[Stored data entries]
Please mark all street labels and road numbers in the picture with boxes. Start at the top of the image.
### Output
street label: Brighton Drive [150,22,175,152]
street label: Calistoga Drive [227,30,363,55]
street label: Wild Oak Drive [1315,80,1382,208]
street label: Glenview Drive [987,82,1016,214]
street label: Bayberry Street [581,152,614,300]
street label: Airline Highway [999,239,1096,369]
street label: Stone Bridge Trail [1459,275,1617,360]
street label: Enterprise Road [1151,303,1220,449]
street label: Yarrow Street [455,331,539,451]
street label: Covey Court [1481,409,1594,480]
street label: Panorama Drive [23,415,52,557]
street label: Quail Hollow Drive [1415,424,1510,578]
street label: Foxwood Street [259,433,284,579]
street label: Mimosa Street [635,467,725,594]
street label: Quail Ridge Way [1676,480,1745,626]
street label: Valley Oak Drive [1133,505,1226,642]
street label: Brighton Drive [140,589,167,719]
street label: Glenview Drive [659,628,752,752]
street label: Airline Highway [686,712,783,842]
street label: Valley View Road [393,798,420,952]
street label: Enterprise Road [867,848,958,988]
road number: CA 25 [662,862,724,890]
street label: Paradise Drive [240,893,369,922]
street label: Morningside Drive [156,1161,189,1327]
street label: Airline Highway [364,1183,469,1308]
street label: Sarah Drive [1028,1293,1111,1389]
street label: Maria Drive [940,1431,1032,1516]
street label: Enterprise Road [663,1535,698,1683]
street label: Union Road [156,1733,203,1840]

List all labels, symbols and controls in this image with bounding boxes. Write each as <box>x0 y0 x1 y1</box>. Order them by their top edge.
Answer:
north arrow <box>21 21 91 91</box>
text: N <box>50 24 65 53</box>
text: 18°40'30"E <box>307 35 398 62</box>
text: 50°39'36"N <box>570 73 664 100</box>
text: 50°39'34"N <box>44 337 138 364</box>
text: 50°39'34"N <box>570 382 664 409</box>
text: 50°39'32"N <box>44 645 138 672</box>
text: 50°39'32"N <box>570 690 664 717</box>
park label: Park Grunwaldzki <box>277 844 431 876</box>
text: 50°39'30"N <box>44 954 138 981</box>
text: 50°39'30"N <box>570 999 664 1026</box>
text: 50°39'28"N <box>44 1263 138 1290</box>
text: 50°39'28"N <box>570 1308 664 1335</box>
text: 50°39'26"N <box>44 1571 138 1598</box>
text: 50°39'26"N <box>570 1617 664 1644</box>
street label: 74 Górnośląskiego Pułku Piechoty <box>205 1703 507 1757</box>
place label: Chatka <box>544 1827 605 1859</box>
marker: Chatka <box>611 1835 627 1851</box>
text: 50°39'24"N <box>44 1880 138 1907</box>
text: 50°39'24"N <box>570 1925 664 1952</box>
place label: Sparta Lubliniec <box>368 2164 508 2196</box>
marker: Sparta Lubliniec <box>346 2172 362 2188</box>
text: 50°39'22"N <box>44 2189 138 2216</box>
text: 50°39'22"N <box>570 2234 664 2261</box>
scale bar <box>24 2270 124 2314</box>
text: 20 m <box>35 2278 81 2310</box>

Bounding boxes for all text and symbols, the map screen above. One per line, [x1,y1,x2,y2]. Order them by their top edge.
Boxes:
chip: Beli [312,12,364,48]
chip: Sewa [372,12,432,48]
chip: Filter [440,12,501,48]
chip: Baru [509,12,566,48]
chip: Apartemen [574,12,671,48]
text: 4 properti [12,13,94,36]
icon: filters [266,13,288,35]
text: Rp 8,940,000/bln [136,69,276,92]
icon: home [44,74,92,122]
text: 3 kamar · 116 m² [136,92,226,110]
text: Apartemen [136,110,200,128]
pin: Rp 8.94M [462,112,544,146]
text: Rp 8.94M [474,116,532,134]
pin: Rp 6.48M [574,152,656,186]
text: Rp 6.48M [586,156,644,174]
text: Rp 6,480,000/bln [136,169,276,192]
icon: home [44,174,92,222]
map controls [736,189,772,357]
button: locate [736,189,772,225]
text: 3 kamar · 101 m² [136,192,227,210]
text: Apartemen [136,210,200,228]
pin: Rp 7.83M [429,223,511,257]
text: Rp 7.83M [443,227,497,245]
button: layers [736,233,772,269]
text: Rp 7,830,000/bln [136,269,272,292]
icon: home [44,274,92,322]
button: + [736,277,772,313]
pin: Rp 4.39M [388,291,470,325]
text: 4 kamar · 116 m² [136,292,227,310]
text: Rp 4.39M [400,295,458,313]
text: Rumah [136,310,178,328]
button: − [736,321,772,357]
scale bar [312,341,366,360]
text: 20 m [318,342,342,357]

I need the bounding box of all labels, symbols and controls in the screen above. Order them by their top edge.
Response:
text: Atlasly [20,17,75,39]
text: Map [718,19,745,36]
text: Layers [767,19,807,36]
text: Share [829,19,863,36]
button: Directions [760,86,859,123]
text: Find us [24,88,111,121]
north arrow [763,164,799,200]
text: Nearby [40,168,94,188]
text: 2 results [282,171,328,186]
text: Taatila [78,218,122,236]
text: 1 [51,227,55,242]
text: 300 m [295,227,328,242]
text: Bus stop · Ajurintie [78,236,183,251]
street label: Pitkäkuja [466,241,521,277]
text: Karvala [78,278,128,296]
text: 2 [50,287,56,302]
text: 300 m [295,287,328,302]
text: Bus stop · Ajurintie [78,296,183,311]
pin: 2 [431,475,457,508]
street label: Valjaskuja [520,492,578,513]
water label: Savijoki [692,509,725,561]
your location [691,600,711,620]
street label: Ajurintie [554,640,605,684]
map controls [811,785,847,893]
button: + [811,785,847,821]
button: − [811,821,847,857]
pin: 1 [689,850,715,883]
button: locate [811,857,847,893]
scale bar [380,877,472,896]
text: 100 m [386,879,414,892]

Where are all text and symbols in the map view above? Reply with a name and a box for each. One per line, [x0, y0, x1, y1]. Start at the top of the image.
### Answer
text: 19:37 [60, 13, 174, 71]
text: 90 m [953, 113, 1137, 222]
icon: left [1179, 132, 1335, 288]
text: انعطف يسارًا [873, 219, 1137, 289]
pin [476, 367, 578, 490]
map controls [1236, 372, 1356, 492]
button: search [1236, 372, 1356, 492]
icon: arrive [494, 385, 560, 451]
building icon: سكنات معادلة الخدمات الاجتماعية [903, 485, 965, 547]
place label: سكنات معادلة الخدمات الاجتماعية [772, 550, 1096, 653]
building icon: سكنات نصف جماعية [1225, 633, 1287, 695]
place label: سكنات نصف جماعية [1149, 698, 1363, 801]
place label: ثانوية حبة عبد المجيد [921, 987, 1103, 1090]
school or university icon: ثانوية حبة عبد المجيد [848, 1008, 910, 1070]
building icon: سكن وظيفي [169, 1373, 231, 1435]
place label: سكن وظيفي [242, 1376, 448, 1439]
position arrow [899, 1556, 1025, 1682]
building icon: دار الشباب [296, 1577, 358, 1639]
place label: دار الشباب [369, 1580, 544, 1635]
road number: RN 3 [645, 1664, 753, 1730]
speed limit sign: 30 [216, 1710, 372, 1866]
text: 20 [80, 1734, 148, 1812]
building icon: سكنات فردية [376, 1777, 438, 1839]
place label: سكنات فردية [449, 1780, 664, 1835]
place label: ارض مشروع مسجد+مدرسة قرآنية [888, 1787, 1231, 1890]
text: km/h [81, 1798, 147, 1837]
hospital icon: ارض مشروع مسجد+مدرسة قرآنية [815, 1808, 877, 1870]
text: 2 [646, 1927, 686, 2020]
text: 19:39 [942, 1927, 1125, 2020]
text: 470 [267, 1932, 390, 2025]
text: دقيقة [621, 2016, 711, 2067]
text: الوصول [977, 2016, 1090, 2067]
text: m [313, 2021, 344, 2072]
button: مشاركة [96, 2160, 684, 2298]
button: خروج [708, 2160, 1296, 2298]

Task item: Nothing is to be left out: set down all the records again exactly.

Response:
Please mark all street labels and road numbers in the picture with boxes. Start at the top of the image.
### Output
street label: Brighton Drive [150,22,175,152]
street label: Calistoga Drive [227,30,363,55]
street label: Wild Oak Drive [1315,80,1382,208]
street label: Glenview Drive [987,82,1016,214]
street label: Bayberry Street [581,152,614,300]
street label: Airline Highway [999,239,1096,369]
street label: Stone Bridge Trail [1459,275,1617,360]
street label: Enterprise Road [1151,303,1220,449]
street label: Yarrow Street [455,331,539,451]
street label: Covey Court [1481,409,1594,480]
street label: Panorama Drive [23,415,52,557]
street label: Quail Hollow Drive [1415,424,1510,578]
street label: Foxwood Street [259,433,284,579]
street label: Mimosa Street [635,467,725,594]
street label: Quail Ridge Way [1676,480,1745,626]
street label: Valley Oak Drive [1133,505,1226,642]
street label: Brighton Drive [140,589,167,719]
street label: Glenview Drive [659,628,752,752]
street label: Airline Highway [686,712,783,842]
street label: Valley View Road [393,798,420,952]
street label: Enterprise Road [867,848,958,988]
road number: CA 25 [662,862,724,890]
street label: Paradise Drive [240,893,369,922]
street label: Morningside Drive [156,1161,189,1327]
street label: Airline Highway [364,1183,469,1308]
street label: Sarah Drive [1028,1293,1111,1389]
street label: Maria Drive [940,1431,1032,1516]
street label: Enterprise Road [663,1535,698,1683]
street label: Union Road [156,1733,203,1840]

List all labels, symbols and controls in this image with bounding boxes. Write each as <box>x0 y0 x1 y1</box>. Order them by their top edge.
Answer:
north arrow <box>21 21 91 91</box>
text: N <box>50 24 65 53</box>
text: 18°40'30"E <box>307 35 398 62</box>
text: 50°39'36"N <box>570 73 664 100</box>
text: 50°39'34"N <box>44 337 138 364</box>
text: 50°39'34"N <box>570 382 664 409</box>
text: 50°39'32"N <box>44 645 138 672</box>
text: 50°39'32"N <box>570 690 664 717</box>
park label: Park Grunwaldzki <box>277 844 431 876</box>
text: 50°39'30"N <box>44 954 138 981</box>
text: 50°39'30"N <box>570 999 664 1026</box>
text: 50°39'28"N <box>44 1263 138 1290</box>
text: 50°39'28"N <box>570 1308 664 1335</box>
text: 50°39'26"N <box>44 1571 138 1598</box>
text: 50°39'26"N <box>570 1617 664 1644</box>
street label: 74 Górnośląskiego Pułku Piechoty <box>205 1703 507 1757</box>
place label: Chatka <box>544 1827 605 1859</box>
marker: Chatka <box>611 1835 627 1851</box>
text: 50°39'24"N <box>44 1880 138 1907</box>
text: 50°39'24"N <box>570 1925 664 1952</box>
place label: Sparta Lubliniec <box>368 2164 508 2196</box>
marker: Sparta Lubliniec <box>346 2172 362 2188</box>
text: 50°39'22"N <box>44 2189 138 2216</box>
text: 50°39'22"N <box>570 2234 664 2261</box>
scale bar <box>24 2270 124 2314</box>
text: 20 m <box>35 2278 81 2310</box>

Bounding boxes for all text and symbols, the map screen above. One per line, [x1,y1,x2,y2]. Order them by their top edge.
Boxes:
chip: Beli [312,12,364,48]
chip: Sewa [372,12,432,48]
chip: Filter [440,12,501,48]
chip: Baru [509,12,566,48]
chip: Apartemen [574,12,671,48]
text: 4 properti [12,13,94,36]
icon: filters [266,13,288,35]
text: Rp 8,940,000/bln [136,69,276,92]
icon: home [44,74,92,122]
text: 3 kamar · 116 m² [136,92,226,110]
text: Apartemen [136,110,200,128]
pin: Rp 8.94M [462,112,544,146]
text: Rp 8.94M [474,116,532,134]
pin: Rp 6.48M [574,152,656,186]
text: Rp 6.48M [586,156,644,174]
text: Rp 6,480,000/bln [136,169,276,192]
icon: home [44,174,92,222]
map controls [736,189,772,357]
button: locate [736,189,772,225]
text: 3 kamar · 101 m² [136,192,227,210]
text: Apartemen [136,210,200,228]
pin: Rp 7.83M [429,223,511,257]
text: Rp 7.83M [443,227,497,245]
button: layers [736,233,772,269]
text: Rp 7,830,000/bln [136,269,272,292]
icon: home [44,274,92,322]
button: + [736,277,772,313]
pin: Rp 4.39M [388,291,470,325]
text: 4 kamar · 116 m² [136,292,227,310]
text: Rp 4.39M [400,295,458,313]
text: Rumah [136,310,178,328]
button: − [736,321,772,357]
scale bar [312,341,366,360]
text: 20 m [318,342,342,357]

I need the bounding box of all labels, symbols and controls in the screen above. Order them by their top edge.
Response:
text: Atlasly [20,17,75,39]
text: Map [718,19,745,36]
text: Layers [767,19,807,36]
text: Share [829,19,863,36]
button: Directions [760,86,859,123]
text: Find us [24,88,111,121]
north arrow [763,164,799,200]
text: Nearby [40,168,94,188]
text: 2 results [282,171,328,186]
text: Taatila [78,218,122,236]
text: 1 [51,227,55,242]
text: 300 m [295,227,328,242]
text: Bus stop · Ajurintie [78,236,183,251]
street label: Pitkäkuja [466,241,521,277]
text: Karvala [78,278,128,296]
text: 2 [50,287,56,302]
text: 300 m [295,287,328,302]
text: Bus stop · Ajurintie [78,296,183,311]
pin: 2 [431,475,457,508]
street label: Valjaskuja [520,492,578,513]
water label: Savijoki [692,509,725,561]
your location [691,600,711,620]
street label: Ajurintie [554,640,605,684]
map controls [811,785,847,893]
button: + [811,785,847,821]
button: − [811,821,847,857]
pin: 1 [689,850,715,883]
button: locate [811,857,847,893]
scale bar [380,877,472,896]
text: 100 m [386,879,414,892]

Where are all text and symbols in the map view above? Reply with a name and a box for each. One per line, [x0, y0, x1, y1]. Start at the top of the image.
### Answer
text: 19:37 [60, 13, 174, 71]
text: 90 m [953, 113, 1137, 222]
icon: left [1179, 132, 1335, 288]
text: انعطف يسارًا [873, 219, 1137, 289]
pin [476, 367, 578, 490]
map controls [1236, 372, 1356, 492]
button: search [1236, 372, 1356, 492]
icon: arrive [494, 385, 560, 451]
building icon: سكنات معادلة الخدمات الاجتماعية [903, 485, 965, 547]
place label: سكنات معادلة الخدمات الاجتماعية [772, 550, 1096, 653]
building icon: سكنات نصف جماعية [1225, 633, 1287, 695]
place label: سكنات نصف جماعية [1149, 698, 1363, 801]
place label: ثانوية حبة عبد المجيد [921, 987, 1103, 1090]
school or university icon: ثانوية حبة عبد المجيد [848, 1008, 910, 1070]
building icon: سكن وظيفي [169, 1373, 231, 1435]
place label: سكن وظيفي [242, 1376, 448, 1439]
position arrow [899, 1556, 1025, 1682]
building icon: دار الشباب [296, 1577, 358, 1639]
place label: دار الشباب [369, 1580, 544, 1635]
road number: RN 3 [645, 1664, 753, 1730]
speed limit sign: 30 [216, 1710, 372, 1866]
text: 20 [80, 1734, 148, 1812]
building icon: سكنات فردية [376, 1777, 438, 1839]
place label: سكنات فردية [449, 1780, 664, 1835]
place label: ارض مشروع مسجد+مدرسة قرآنية [888, 1787, 1231, 1890]
text: km/h [81, 1798, 147, 1837]
hospital icon: ارض مشروع مسجد+مدرسة قرآنية [815, 1808, 877, 1870]
text: 2 [646, 1927, 686, 2020]
text: 19:39 [942, 1927, 1125, 2020]
text: 470 [267, 1932, 390, 2025]
text: دقيقة [621, 2016, 711, 2067]
text: الوصول [977, 2016, 1090, 2067]
text: m [313, 2021, 344, 2072]
button: مشاركة [96, 2160, 684, 2298]
button: خروج [708, 2160, 1296, 2298]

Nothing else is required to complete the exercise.